E' possibile parlare della famiglia senza fare riferimento ai figli? Domanda retorica. A questo proposito la Carta UE riconosce ed esplicita i diritti del bambino; in particolare "i bambini hanno diritto alla protezione e alle cure necessarie per il loro benessere», (art. 24 Carta UE). Nella stessa direzione si colloca l'art. 30 Cost. it secondo cui "è dovere e diritto dei genitori mantenere, istruire ed educare i figli». Dopo la riforma del diritto di famiglia del 1975, il diritto-dovere di educare i figli ricade su entrambi i coniugi, che lo mantengono anche in caso di i divorzio (e di eventuale nuovo matrimonio). L'obbligo di mantenere ed educare si estende ai figli naturali (nati fuori dal matrimonio) che vengono equiparati ai figli legittimi (nati da due coniugi). In caso di contrasto su questioni di particolare importanza, ciascun genitore può ricorrere al giudice, che decide tenendo in considerazione solo "l'interesse superiore del bambino» che "deve essere considerato preminente» (art. 24 Carta UE).
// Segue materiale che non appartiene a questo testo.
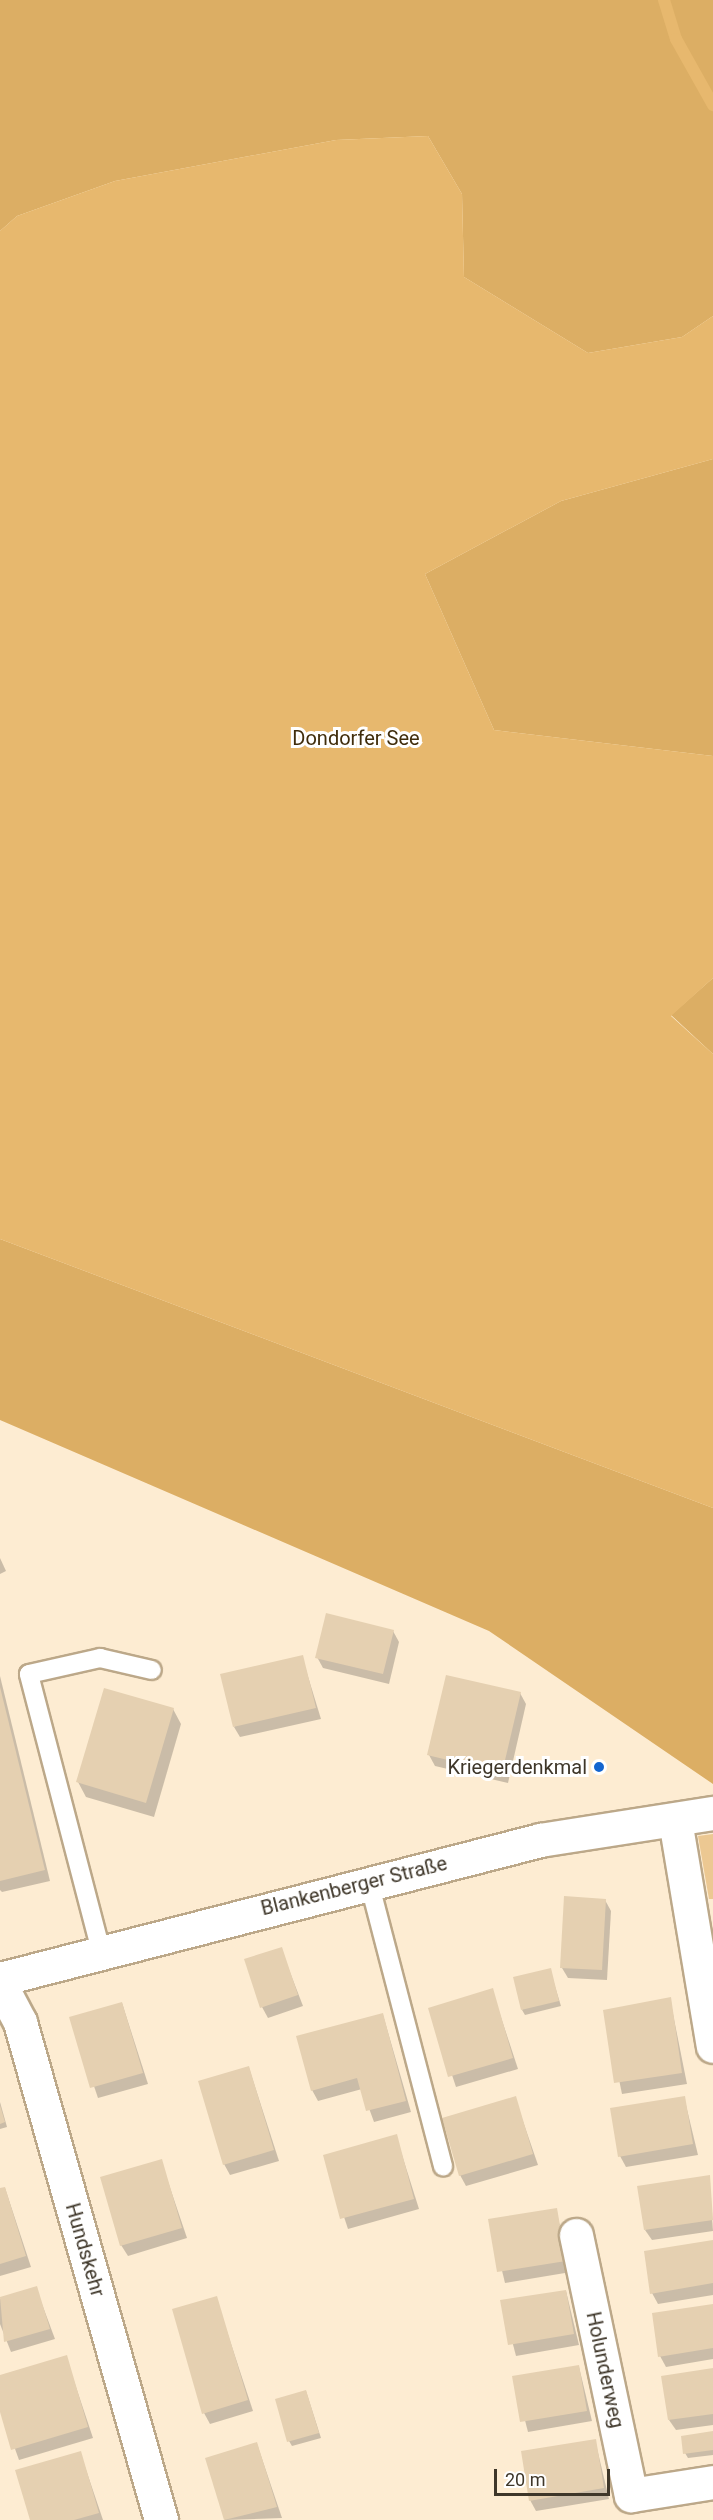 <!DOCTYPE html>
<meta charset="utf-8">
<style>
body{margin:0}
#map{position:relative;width:713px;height:2520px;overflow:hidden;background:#fdecd2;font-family:Roboto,sans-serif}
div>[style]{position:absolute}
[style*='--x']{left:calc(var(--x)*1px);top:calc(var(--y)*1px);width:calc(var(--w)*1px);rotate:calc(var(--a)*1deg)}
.green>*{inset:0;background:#ecc892}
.forest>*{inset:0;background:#dcae64}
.water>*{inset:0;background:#e7b86e}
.shadow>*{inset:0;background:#0003}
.stream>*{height:12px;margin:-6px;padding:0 6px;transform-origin:6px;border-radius:6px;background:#e7b86e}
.building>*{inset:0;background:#e5d0b1}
.roads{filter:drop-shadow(2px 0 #bca889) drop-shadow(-2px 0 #bca889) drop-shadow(0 2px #bca889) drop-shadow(0 -2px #bca889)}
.lane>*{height:18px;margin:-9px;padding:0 9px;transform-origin:9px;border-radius:9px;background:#fff}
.street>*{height:33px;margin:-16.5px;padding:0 16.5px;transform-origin:16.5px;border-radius:16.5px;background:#fff}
.dots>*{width:16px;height:16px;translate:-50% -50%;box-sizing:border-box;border:3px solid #fff;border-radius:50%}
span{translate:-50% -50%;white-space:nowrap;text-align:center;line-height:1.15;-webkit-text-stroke:6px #fff;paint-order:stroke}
.park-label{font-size:20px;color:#402d0c}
.poi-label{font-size:20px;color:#3e3629}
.right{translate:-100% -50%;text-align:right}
.street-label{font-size:20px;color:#3e3629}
.scale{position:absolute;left:494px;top:2469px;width:116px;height:27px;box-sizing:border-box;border:3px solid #3e3629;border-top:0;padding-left:8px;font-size:18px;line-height:21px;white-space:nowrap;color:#3e3629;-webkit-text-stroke:4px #fff;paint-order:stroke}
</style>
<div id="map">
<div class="green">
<i style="clip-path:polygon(713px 1834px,713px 1899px,709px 1899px,698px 1836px)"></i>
</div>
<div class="forest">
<i style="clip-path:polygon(0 0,713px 0,713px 316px,682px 337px,588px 353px,464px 277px,462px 194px,428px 136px,336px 140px,115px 181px,17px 216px,0 231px)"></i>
<i style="clip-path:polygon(713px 459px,713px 756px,494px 730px,425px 574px,561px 501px)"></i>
<i style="clip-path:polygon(713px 978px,713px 1054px,671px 1015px)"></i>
<i style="clip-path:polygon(0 1239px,713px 1508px,713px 1784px,489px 1631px,0 1420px)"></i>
</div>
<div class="water">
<i style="clip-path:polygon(428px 136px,462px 194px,464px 277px,588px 353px,682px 337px,713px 316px,713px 459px,561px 501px,425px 574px,494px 730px,713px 756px,713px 978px,671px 1016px,713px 1054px,713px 1508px,0 1239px,0 231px,17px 216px,115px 181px,336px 140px)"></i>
</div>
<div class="shadow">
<i style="clip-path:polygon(0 1558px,6px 1571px,0 1574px)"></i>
<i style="clip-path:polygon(393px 1631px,399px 1642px,389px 1684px,323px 1668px,317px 1657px)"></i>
<i style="clip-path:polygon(302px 1657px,321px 1719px,240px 1737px,234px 1727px)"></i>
<i style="clip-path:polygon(0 1676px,50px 1881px,2px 1892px,0 1890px)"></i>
<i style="clip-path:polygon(520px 1693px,526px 1704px,508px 1783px,435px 1766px,429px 1755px)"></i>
<i style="clip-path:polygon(173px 1709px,181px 1724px,154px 1817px,86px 1797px,78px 1782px)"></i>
<i style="clip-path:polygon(605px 1900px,611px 1911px,607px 1980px,568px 1978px,562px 1968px)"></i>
<i style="clip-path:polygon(281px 1949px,303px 2006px,268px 2018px,262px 2007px)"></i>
<i style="clip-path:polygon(550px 1970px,561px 2006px,525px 2015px,522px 2010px)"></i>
<i style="clip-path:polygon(492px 1990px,518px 2069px,456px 2087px,430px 2009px)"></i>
<i style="clip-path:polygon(670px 1999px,687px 2084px,622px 2094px,605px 2011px)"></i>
<i style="clip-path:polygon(122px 2003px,148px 2084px,98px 2098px,71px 2018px)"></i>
<i style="clip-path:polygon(383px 2015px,411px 2112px,374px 2122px,362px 2089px,318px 2101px,312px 2090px)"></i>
<i style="clip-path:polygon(249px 2068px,279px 2161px,230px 2175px,224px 2164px)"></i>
<i style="clip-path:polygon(684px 2097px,698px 2155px,626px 2167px,620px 2156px)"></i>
<i style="clip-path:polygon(515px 2098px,538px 2165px,466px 2186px,460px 2175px)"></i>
<i style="clip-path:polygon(0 2102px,7px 2127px,0 2129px)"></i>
<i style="clip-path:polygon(396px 2136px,419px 2209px,348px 2229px,324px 2156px)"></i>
<i style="clip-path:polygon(161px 2161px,187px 2238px,128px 2256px,121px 2245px)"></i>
<i style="clip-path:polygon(709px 2177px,713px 2231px,652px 2240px,645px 2230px)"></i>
<i style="clip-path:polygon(5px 2188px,31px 2267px,0 2276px,0 2190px)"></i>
<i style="clip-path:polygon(556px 2210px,571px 2272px,505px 2283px,490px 2221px)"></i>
<i style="clip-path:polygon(713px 2242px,713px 2295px,658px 2304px,652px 2293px)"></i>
<i style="clip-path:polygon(36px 2288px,55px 2339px,11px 2352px,0 2324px,0 2299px)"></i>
<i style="clip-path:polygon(566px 2291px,579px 2345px,516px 2356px,502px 2302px)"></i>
<i style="clip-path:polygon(216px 2298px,253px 2411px,210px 2424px,204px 2413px)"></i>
<i style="clip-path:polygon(713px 2305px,713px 2359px,666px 2367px,660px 2356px)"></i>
<i style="clip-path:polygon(66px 2357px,93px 2438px,19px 2460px,0 2407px,0 2376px)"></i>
<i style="clip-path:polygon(579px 2367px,592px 2421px,528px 2432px,514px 2378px)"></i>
<i style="clip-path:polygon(713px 2369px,713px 2425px,676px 2430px,669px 2420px)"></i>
<i style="clip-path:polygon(306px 2391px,321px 2438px,292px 2446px,289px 2441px)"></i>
<i style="clip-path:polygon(713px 2433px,713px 2455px,688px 2458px,685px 2453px)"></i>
<i style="clip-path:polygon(595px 2440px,609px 2499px,536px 2511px,530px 2500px)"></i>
<i style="clip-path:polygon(257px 2444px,282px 2518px,225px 2520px,207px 2459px)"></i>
<i style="clip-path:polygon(80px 2452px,103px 2520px,31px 2520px)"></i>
</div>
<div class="stream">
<i style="--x:664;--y:0;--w:41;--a:72.9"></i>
<i style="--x:676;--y:39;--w:76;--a:60.7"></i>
</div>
<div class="building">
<i style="clip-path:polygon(326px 1613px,394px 1630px,383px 1674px,315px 1658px)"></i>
<i style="clip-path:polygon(303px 1655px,316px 1708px,233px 1727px,220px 1674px)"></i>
<i style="clip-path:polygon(446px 1675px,521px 1692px,502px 1773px,427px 1755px)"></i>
<i style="clip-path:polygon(0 1687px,45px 1870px,0 1881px)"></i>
<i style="clip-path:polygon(104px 1688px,174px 1708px,146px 1803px,76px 1782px)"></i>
<i style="clip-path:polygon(564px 1896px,606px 1899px,602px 1970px,560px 1968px)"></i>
<i style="clip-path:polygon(282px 1947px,298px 1995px,260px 2008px,244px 1959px)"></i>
<i style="clip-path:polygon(551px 1968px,559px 2001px,521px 2010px,513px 1977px)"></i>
<i style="clip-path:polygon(493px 1988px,513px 2058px,448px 2077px,428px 2008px)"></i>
<i style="clip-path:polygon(671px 1997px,682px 2073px,614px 2083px,603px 2010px)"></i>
<i style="clip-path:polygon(122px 2002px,143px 2073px,90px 2088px,69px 2017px)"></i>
<i style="clip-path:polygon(383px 2013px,406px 2101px,366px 2111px,357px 2078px,311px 2091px,296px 2036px)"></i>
<i style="clip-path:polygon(249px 2066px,274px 2150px,223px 2165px,198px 2081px)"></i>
<i style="clip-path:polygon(516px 2096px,533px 2154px,459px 2176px,442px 2118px)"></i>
<i style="clip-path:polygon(685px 2096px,693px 2144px,618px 2157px,610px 2108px)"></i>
<i style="clip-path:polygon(0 2105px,5px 2122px,0 2124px)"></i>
<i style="clip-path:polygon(397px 2134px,414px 2199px,340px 2219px,323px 2155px)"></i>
<i style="clip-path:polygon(162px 2159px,182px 2228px,120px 2246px,100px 2177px)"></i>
<i style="clip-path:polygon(710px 2175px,713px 2220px,644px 2230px,637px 2186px)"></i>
<i style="clip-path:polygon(5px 2187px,26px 2256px,0 2264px,0 2188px)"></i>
<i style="clip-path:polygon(557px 2208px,566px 2261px,497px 2272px,488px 2219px)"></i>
<i style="clip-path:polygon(713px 2240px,713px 2283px,650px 2294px,644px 2251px)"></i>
<i style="clip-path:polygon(37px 2286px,50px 2329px,4px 2342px,0 2297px)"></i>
<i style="clip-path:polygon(566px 2290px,574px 2334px,508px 2345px,500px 2300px)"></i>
<i style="clip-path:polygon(217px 2296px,248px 2400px,202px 2414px,172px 2309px)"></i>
<i style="clip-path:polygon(713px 2304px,713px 2348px,658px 2357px,652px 2313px)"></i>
<i style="clip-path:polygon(67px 2355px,88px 2427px,11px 2450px,0 2412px,0 2375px)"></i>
<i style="clip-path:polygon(579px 2365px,587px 2411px,520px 2422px,512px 2376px)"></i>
<i style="clip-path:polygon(713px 2368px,713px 2414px,668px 2420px,661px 2376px)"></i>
<i style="clip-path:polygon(306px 2390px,319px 2433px,287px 2442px,275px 2399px)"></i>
<i style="clip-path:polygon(713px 2431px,713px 2450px,683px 2454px,681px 2436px)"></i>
<i style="clip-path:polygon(596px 2439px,604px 2488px,529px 2501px,521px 2451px)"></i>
<i style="clip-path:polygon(257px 2442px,277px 2507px,224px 2520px,205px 2458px)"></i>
<i style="clip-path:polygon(81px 2451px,99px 2513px,74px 2520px,30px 2520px,15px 2470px)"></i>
</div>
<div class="roads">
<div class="lane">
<i style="--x:369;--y:1882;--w:294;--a:75.4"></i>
<i style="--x:101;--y:1951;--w:286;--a:-104.6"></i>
<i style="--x:29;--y:1674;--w:73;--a:-12.7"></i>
<i style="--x:100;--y:1658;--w:53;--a:13"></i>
</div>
<div class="street">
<i style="--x:675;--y:1820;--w:229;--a:80.5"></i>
<i style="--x:0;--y:1979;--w:558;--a:-14.43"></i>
<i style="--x:540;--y:1840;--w:175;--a:-8.9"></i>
<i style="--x:0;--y:1984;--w:43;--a:62.2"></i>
<i style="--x:20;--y:2022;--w:518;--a:74.19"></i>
<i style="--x:576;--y:2235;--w:266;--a:78.1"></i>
<i style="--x:631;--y:2495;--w:83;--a:-9"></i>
</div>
</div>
<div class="dots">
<i style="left:599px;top:1767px;background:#1365cf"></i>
</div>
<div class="park-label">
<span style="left:356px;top:738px">Dondorfer See</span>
</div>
<div class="poi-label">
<span class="right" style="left:587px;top:1767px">Kriegerdenkmal</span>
</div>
<div class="street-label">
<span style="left:354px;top:1886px;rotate:-14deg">Blankenberger Straße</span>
<span style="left:85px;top:2250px;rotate:74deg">Hundskehr</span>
<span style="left:605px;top:2370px;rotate:78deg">Holunderweg</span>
</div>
<div class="scale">20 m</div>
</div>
Interesse superiore del bambino e decadenza della potestà

L'art. 24 Carta UE prosegue affermando che, «sulle questioni che li riguardano», i bambini "possono esprimere liberamente la propria opinione che viene presa in considerazione «in funzione della loro età e della loro maturità». L'art. 24 Carta UE stabilisce che "ogni bambino ha diritto di intrattenere regolarmente relazioni personali e contatti diretti con i due genitori", ma considera anche l'ipotesi che questo possa essere "contrario al suo interesse». In casi particolarmente gravi, quando nessuno dei genitori è in grado di educare i figli, il Tribunale dei minori pronuncia la "decadenza della potestà sui figli», e vengono presi in esame altri provvedimenti (affidamento, adozione).

Domande da interrogazione

  1. Quali diritti fondamentali sono riconosciuti ai bambini dalla Carta UE?
  2. La Carta UE riconosce ai bambini il diritto alla protezione e alle cure necessarie per il loro benessere (art. 24), sottolineando l'importanza dell'educazione e del mantenimento da parte dei genitori, che è un dovere condiviso anche in caso di separazione.

  3. Come viene considerato l'interesse superiore del bambino nelle decisioni legali?
  4. L'interesse superiore del bambino è considerato preminente nelle decisioni legali, come stabilito dall'art. 24 della Carta UE, che indica che i genitori possono ricorrere al giudice in caso di conflitti, con la priorità data al benessere del bambino.

  5. Qual è il ruolo del bambino nell'esprimere le proprie opinioni secondo la Carta UE?
  6. Secondo l'art. 24 della Carta UE, i bambini hanno il diritto di esprimere liberamente la propria opinione su questioni che li riguardano, e tale opinione deve essere presa in considerazione in base alla loro età e maturità.